* **WHAT YOU WILL DO**
Provide the data again exactly, including every line that follows.
[[ DATASET EXTRACT open ]]
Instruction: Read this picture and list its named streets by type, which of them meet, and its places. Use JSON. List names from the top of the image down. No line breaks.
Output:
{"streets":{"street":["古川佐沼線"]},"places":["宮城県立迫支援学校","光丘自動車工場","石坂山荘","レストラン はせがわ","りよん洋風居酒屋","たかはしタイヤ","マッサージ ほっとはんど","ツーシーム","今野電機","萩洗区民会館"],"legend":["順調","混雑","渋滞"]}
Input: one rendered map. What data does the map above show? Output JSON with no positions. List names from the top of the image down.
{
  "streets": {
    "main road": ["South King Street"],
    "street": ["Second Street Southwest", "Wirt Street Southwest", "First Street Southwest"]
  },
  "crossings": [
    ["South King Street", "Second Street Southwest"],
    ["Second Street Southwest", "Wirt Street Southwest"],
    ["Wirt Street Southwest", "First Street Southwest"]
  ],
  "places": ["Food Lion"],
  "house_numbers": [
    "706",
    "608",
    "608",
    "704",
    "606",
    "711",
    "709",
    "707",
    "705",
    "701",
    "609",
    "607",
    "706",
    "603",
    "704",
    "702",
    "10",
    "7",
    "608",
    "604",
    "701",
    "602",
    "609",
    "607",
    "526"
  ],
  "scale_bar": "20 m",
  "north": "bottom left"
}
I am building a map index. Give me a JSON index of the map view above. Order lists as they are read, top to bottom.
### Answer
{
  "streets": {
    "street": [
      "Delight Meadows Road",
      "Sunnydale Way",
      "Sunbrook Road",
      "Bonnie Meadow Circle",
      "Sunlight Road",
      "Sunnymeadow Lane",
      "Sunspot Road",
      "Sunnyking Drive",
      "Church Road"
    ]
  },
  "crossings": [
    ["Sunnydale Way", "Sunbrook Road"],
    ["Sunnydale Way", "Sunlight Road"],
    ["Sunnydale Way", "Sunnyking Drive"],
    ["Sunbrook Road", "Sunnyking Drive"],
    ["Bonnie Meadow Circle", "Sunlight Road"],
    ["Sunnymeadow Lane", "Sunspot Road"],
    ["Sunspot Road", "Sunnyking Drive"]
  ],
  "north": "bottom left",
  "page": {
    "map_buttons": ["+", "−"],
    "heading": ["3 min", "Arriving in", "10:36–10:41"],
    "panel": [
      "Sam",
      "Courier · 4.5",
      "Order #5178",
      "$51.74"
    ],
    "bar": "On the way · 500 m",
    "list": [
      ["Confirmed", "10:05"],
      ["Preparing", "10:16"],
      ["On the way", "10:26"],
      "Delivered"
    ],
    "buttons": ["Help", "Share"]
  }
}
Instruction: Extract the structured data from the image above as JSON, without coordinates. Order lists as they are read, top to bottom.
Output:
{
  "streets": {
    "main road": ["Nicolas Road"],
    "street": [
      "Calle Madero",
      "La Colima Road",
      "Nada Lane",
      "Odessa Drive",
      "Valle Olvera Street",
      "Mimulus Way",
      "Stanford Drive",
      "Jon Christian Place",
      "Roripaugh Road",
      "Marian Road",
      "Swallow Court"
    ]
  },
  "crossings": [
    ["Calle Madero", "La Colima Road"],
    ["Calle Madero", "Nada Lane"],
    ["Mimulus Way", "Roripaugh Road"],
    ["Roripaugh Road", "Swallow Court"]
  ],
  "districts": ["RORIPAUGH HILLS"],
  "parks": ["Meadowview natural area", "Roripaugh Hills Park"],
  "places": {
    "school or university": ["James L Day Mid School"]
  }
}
[[ DATASET EXTRACT closed ]]
* **THE ANSWER**
Instruction: Read this picture and list its named streets by type, which of them meet, and its places. Use JSON. List names from the top of the image down. No line breaks.
Output:
{"streets":{"street":["古川佐沼線"]},"places":["宮城県立迫支援学校","光丘自動車工場","石坂山荘","レストラン はせがわ","りよん洋風居酒屋","たかはしタイヤ","マッサージ ほっとはんど","ツーシーム","今野電機","萩洗区民会館"],"legend":["順調","混雑","渋滞"]}
Input: one rendered map. What data does the map above show? Output JSON with no positions. List names from the top of the image down.
{
  "streets": {
    "main road": ["South King Street"],
    "street": ["Second Street Southwest", "Wirt Street Southwest", "First Street Southwest"]
  },
  "crossings": [
    ["South King Street", "Second Street Southwest"],
    ["Second Street Southwest", "Wirt Street Southwest"],
    ["Wirt Street Southwest", "First Street Southwest"]
  ],
  "places": ["Food Lion"],
  "house_numbers": [
    "706",
    "608",
    "608",
    "704",
    "606",
    "711",
    "709",
    "707",
    "705",
    "701",
    "609",
    "607",
    "706",
    "603",
    "704",
    "702",
    "10",
    "7",
    "608",
    "604",
    "701",
    "602",
    "609",
    "607",
    "526"
  ],
  "scale_bar": "20 m",
  "north": "bottom left"
}
I am building a map index. Give me a JSON index of the map view above. Order lists as they are read, top to bottom.
### Answer
{
  "streets": {
    "street": [
      "Delight Meadows Road",
      "Sunnydale Way",
      "Sunbrook Road",
      "Bonnie Meadow Circle",
      "Sunlight Road",
      "Sunnymeadow Lane",
      "Sunspot Road",
      "Sunnyking Drive",
      "Church Road"
    ]
  },
  "crossings": [
    ["Sunnydale Way", "Sunbrook Road"],
    ["Sunnydale Way", "Sunlight Road"],
    ["Sunnydale Way", "Sunnyking Drive"],
    ["Sunbrook Road", "Sunnyking Drive"],
    ["Bonnie Meadow Circle", "Sunlight Road"],
    ["Sunnymeadow Lane", "Sunspot Road"],
    ["Sunspot Road", "Sunnyking Drive"]
  ],
  "north": "bottom left",
  "page": {
    "map_buttons": ["+", "−"],
    "heading": ["3 min", "Arriving in", "10:36–10:41"],
    "panel": [
      "Sam",
      "Courier · 4.5",
      "Order #5178",
      "$51.74"
    ],
    "bar": "On the way · 500 m",
    "list": [
      ["Confirmed", "10:05"],
      ["Preparing", "10:16"],
      ["On the way", "10:26"],
      "Delivered"
    ],
    "buttons": ["Help", "Share"]
  }
}
Instruction: Extract the structured data from the image above as JSON, without coordinates. Order lists as they are read, top to bottom.
Output:
{
  "streets": {
    "main road": ["Nicolas Road"],
    "street": [
      "Calle Madero",
      "La Colima Road",
      "Nada Lane",
      "Odessa Drive",
      "Valle Olvera Street",
      "Mimulus Way",
      "Stanford Drive",
      "Jon Christian Place",
      "Roripaugh Road",
      "Marian Road",
      "Swallow Court"
    ]
  },
  "crossings": [
    ["Calle Madero", "La Colima Road"],
    ["Calle Madero", "Nada Lane"],
    ["Mimulus Way", "Roripaugh Road"],
    ["Roripaugh Road", "Swallow Court"]
  ],
  "districts": ["RORIPAUGH HILLS"],
  "parks": ["Meadowview natural area", "Roripaugh Hills Park"],
  "places": {
    "school or university": ["James L Day Mid School"]
  }
}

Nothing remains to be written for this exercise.